# [Required action]
A copy is needed of each line in the records that has the word "style".
**********
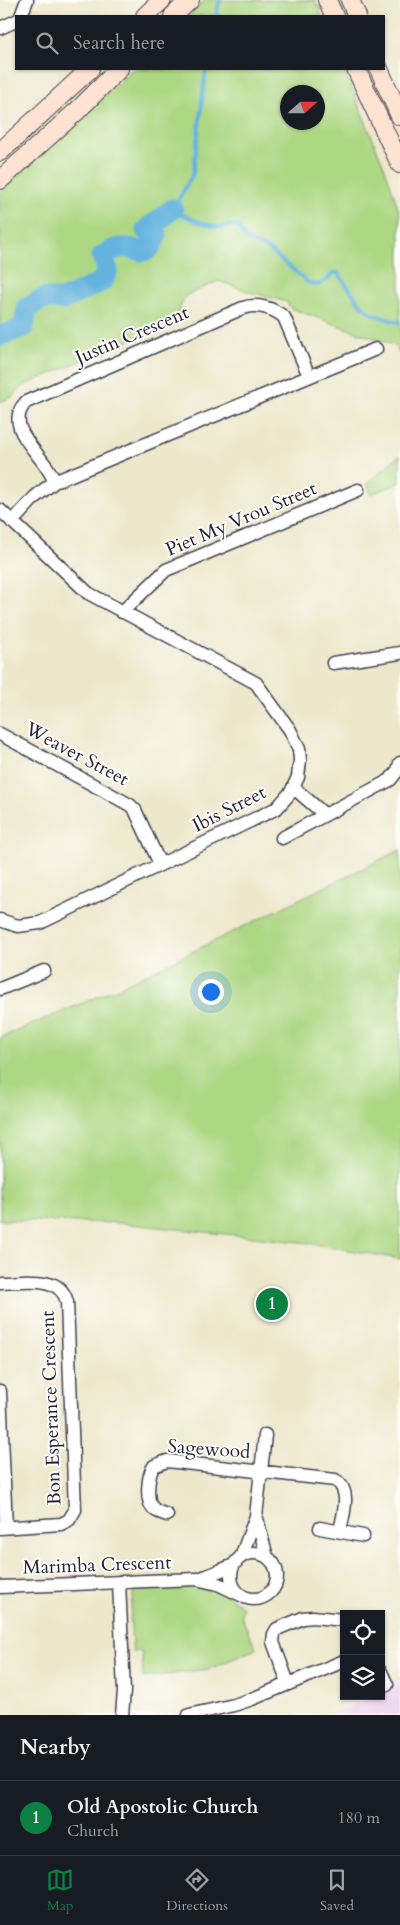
<!DOCTYPE html>
<style>
body{margin:0;font-family:Cardo,serif;background:#242831;color:#f1f3f6}
.controls{position:absolute;right:15px;bottom:15px;display:grid;overflow:hidden;border-radius:0px;box-shadow:0 1px 4px #0004}
.controls button{width:45px;height:45px;display:grid;place-items:center;padding:0;border:0;border-bottom:1px solid #363941;background:#171b24;color:#f1f3f6;font:25px sans-serif}
.compass{position:absolute;left:280px;top:85px;width:45px;height:45px;border-radius:50%;background:#171b24;box-shadow:0 1px 4px #0004;rotate:69deg}
.you{position:absolute;left:210px;top:991px;width:18px;height:18px;margin:-12px;border:4px solid #fff;border-radius:50%;background:#1a73e8;box-shadow:0 0 0 8px #1a73e833}
.badge{display:grid;place-items:center;width:32px;height:32px;border-radius:50%;background:#0b8043;color:#fff;font-size:16px;font-weight:700}
.pin{position:absolute;translate:-50% -50%;border:2px solid #fff;box-shadow:0 1px 5px #0006}
.list{margin:0;padding:0;list-style:none}
h2{display:flex;justify-content:space-between;align-items:center;height:65px;margin:0;padding:0 20px;font-size:21px}
h2 small{font-size:16px;font-weight:400;color:#9ea1a6}
.list li{display:grid;grid-template-columns:32px 1fr auto;gap:15px;align-items:center;box-sizing:border-box;height:75px;padding:0 20px;border-top:1px solid #363941}
.list b{display:block;font-size:19px;white-space:nowrap}
.list p{margin:0;font-size:16px;white-space:nowrap;color:#9ea1a6}
.list em{font-size:16px;font-style:normal;color:#9ea1a6}
.icon{flex:none;width:28px;height:28px;fill:none;stroke:currentColor;stroke-width:2;stroke-linecap:round;stroke-linejoin:round}
.map{position:relative;flex:none;width:400px;height:1715px;overflow:hidden}
.search{position:absolute;background:#171b24;box-shadow:0 1px 4px #0004;left:15px;right:15px;top:15px;height:55px;display:flex;align-items:center;gap:12px;box-sizing:border-box;padding:0 18px;border-radius:0px;color:#9ea1a6;font-size:19px}
.sheet{height:140px;background:#171b24}
nav{display:flex;justify-content:space-around;align-items:center;box-sizing:border-box;height:70px;border-top:1px solid #363941;background:#171b24;font-size:14px;color:#9ea1a6}
nav a{display:grid;justify-items:center;gap:2px}
nav .on{color:#0b8043}
.map>svg:first-child{display:block}
.built{fill:#ebd1eb}
.green{fill:#add783;stroke:#687c5f;fill-rule:evenodd}
.lines{fill:none;stroke-linecap:round;stroke-linejoin:round}
.stream{stroke:#63b3de;stroke-width:4}
.river{stroke:#63b3de;stroke-width:21}
.street-casing{stroke:#404051;stroke-width:15}
.secondary-casing{stroke:#404051;stroke-width:20}
.street{stroke:#fff;stroke-width:12}
.secondary{stroke:#fee3d2;stroke-width:18}
.labels{text-anchor:middle;dominant-baseline:central;stroke-width:4;stroke-linejoin:round;paint-order:stroke}
.street-label{font-size:19px;fill:#22223b;stroke:#fdfcf7}
</style>
<div class="map">
<svg width="400" height="1715" viewBox="0 0 400 1715">
<rect width="100%" height="100%" fill="#fdfcf7"/>
<filter id="ink" filterUnits="userSpaceOnUse"><feTurbulence type="fractalNoise" baseFrequency=".02" numOctaves="2"/><feDisplacementMap in="SourceGraphic" scale="10" xChannelSelector="R" yChannelSelector="G"/><feConvolveMatrix kernelMatrix="1 2 1 2 8 2 1 2 1" color-interpolation-filters="sRGB"/></filter>
<filter id="wash" filterUnits="userSpaceOnUse"><feTurbulence type="fractalNoise" baseFrequency=".0096" numOctaves="4" result="noise"/><feDisplacementMap in="SourceGraphic" scale="20" xChannelSelector="R" yChannelSelector="G"/><feGaussianBlur stdDeviation="1.12" result="paint"/><feColorMatrix in="noise" values="0 0 0 0 0 0 0 0 0 0 0 0 0 0 0 0 0 1.4 0 .05"/><feComposite in="paint" operator="in"/></filter>
<g filter="url(#wash)">
<rect width="100%" height="100%" fill="#ede7cb"/>
<path class="built" d="M400,1676V1715H329L374,1696H381V1693L387,1691Z"/>
<path class="green" d="M205,0H315L322,16H188Z
M133,69H344L387,174L400,214V355L396,346L290,308L287,302L253,293L219,281L185,296L175,321L25,385L12,397L0,402V191L48,149ZM288,92H318V122H288Z
M400,455V483L371,494L367,483Z
M400,850V1259L309,1243L120,1223L0,1220V1038L118,988Z
M205,1585L225,1593L243,1607L241,1616L256,1649L209,1669L143,1678L142,1651L133,1652C131,1631 128,1608 135,1589Z"/>
<g class="lines">
<path class="stream" d="M216,16L220,0
M206,69L193,174L173,209C187,218 202,224 218,227C226,228 227,223 238,226L246,240L268,249L309,283L318,285L327,280L333,273L337,272L361,305L372,314L400,323"/>
<path class="river" d="M0,336L24,327L27,308L44,298L63,300L103,281L108,270L102,256C107,253 114,248 120,248C142,246 146,263 157,234L146,230C151,224 154,224 160,220C164,217 167,212 173,209"/>
</g>
</g>
<g filter="url(#ink)">
<g class="lines">
<defs>
<path id="street" d="M21,16L27,0
M0,28L16,21
M54,482C49,458 0,429 26,402L243,308C256,303 273,308 284,317L309,376
M0,510L88,593L256,683L290,730L299,749L300,760L298,777L291,792L277,808L40,923L18,926L0,920
M12,522L35,497L54,482L376,349
M122,612L166,570L358,490
M333,663L400,653
M0,734L130,805L135,810L160,864
M294,788L324,814
M282,838L390,780L398,770L400,763
M0,989L44,971
M0,1282C23,1282 60,1273 67,1302L75,1510L69,1520L61,1524L0,1528
M0,1391L6,1527
M167,1515C162,1513 156,1512 153,1508C145,1500 148,1474 154,1466L167,1461L335,1480C352,1490 343,1515 340,1531
M257,1519L267,1557
M320,1528L363,1536
M231 1576a23 23 0 1 1 46 0a23 23 0 1 1-46 0Z
M241,1557L256,1516L265,1435
M199,1579L234,1565
M119,1583L124,1691L122,1715
M0,1587L196,1579L218,1584L239,1594
M381,1672L387,1685
M288,1683L273,1642L274,1634L277,1629L303,1618L313,1617L344,1620
M189,1715L234,1705L252,1699L344,1661"/>
<path id="secondary" d="M327,0L334,16
M350,0L357,16
M145,16L162,0
M173,16L190,0
M356,69L400,164
M379,69L400,116
M0,152L90,69
M0,180L77,111L119,69"/>
</defs>
<use href="#street" class="street-casing"/>
<use href="#secondary" class="secondary-casing"/>
<use href="#street" class="street"/>
<use href="#secondary" class="secondary"/>
</g>
</g>
<g class="labels">
<g class="street-label">
<text transform="translate(132 335) rotate(-23)">Justin Crescent</text>
<text transform="translate(241 519) rotate(-23)">Piet My Vrou Street</text>
<text transform="translate(77 754) rotate(28)">Weaver Street</text>
<text transform="translate(229 809) rotate(-27)">Ibis Street</text>
<text transform="translate(51 1408) rotate(-92)">Bon Esperance Crescent</text>
<text transform="translate(209 1449) rotate(4)">Sagewood</text>
<text transform="translate(97 1565) rotate(-2)">Marimba Crescent</text>
</g>
</g>
</svg>
<div class="controls">
<button><svg class="icon" aria-label="locate" viewBox="0 0 24 24"><circle cx="12" cy="12" r="6"/><path d="M12 2v4M12 18v4M2 12h4M18 12h4"/></svg></button>
<button><svg class="icon" aria-label="layers" viewBox="0 0 24 24"><path d="M12 4l9 5-9 5-9-5zM3 14l9 5 9-5"/></svg></button>
</div>
<svg class="compass" viewBox="-18 -18 36 36"><path d="M0-13l5 13h-10z" fill="#e53935"/><path d="M0 13l5-13h-10z" fill="#9ea1a6"/></svg>
<div class="you"></div>
<div class="pin badge" style="left:272px;top:1304px">1</div>
<div class="search"><svg class="icon" aria-label="search" viewBox="0 0 24 24"><circle cx="10" cy="10" r="6"/><path d="M15 15l6 6"/></svg>Search here</div>
</div>
<section class="sheet">
<h2>Nearby<small></small></h2>
<ul class="list">
<li><span class="badge">1</span><div><b>Old Apostolic Church</b><p>Church</p></div><em>180 m</em></li>
</ul>
</section>
<nav>
<a class="on"><svg class="icon" aria-label="map" viewBox="0 0 24 24"><path d="M3 6l6-2 6 2 6-2v14l-6 2-6-2-6 2zM9 4v14M15 6v14"/></svg>Map</a>
<a><svg class="icon" aria-label="directions" viewBox="0 0 24 24"><path d="M12 3l9 9-9 9-9-9zM9 14v-3h6M13 9l2 2-2 2"/></svg>Directions</a>
<a><svg class="icon" aria-label="saved" viewBox="0 0 24 24"><path d="M7 4h10v16l-5-4-5 4z"/></svg>Saved</a>
</nav>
**********
# [Exercise solution]
<style>
.list{margin:0;padding:0;list-style:none}
.list em{font-size:16px;font-style:normal;color:#9ea1a6}
</style>
<div class="pin badge" style="left:272px;top:1304px">1</div>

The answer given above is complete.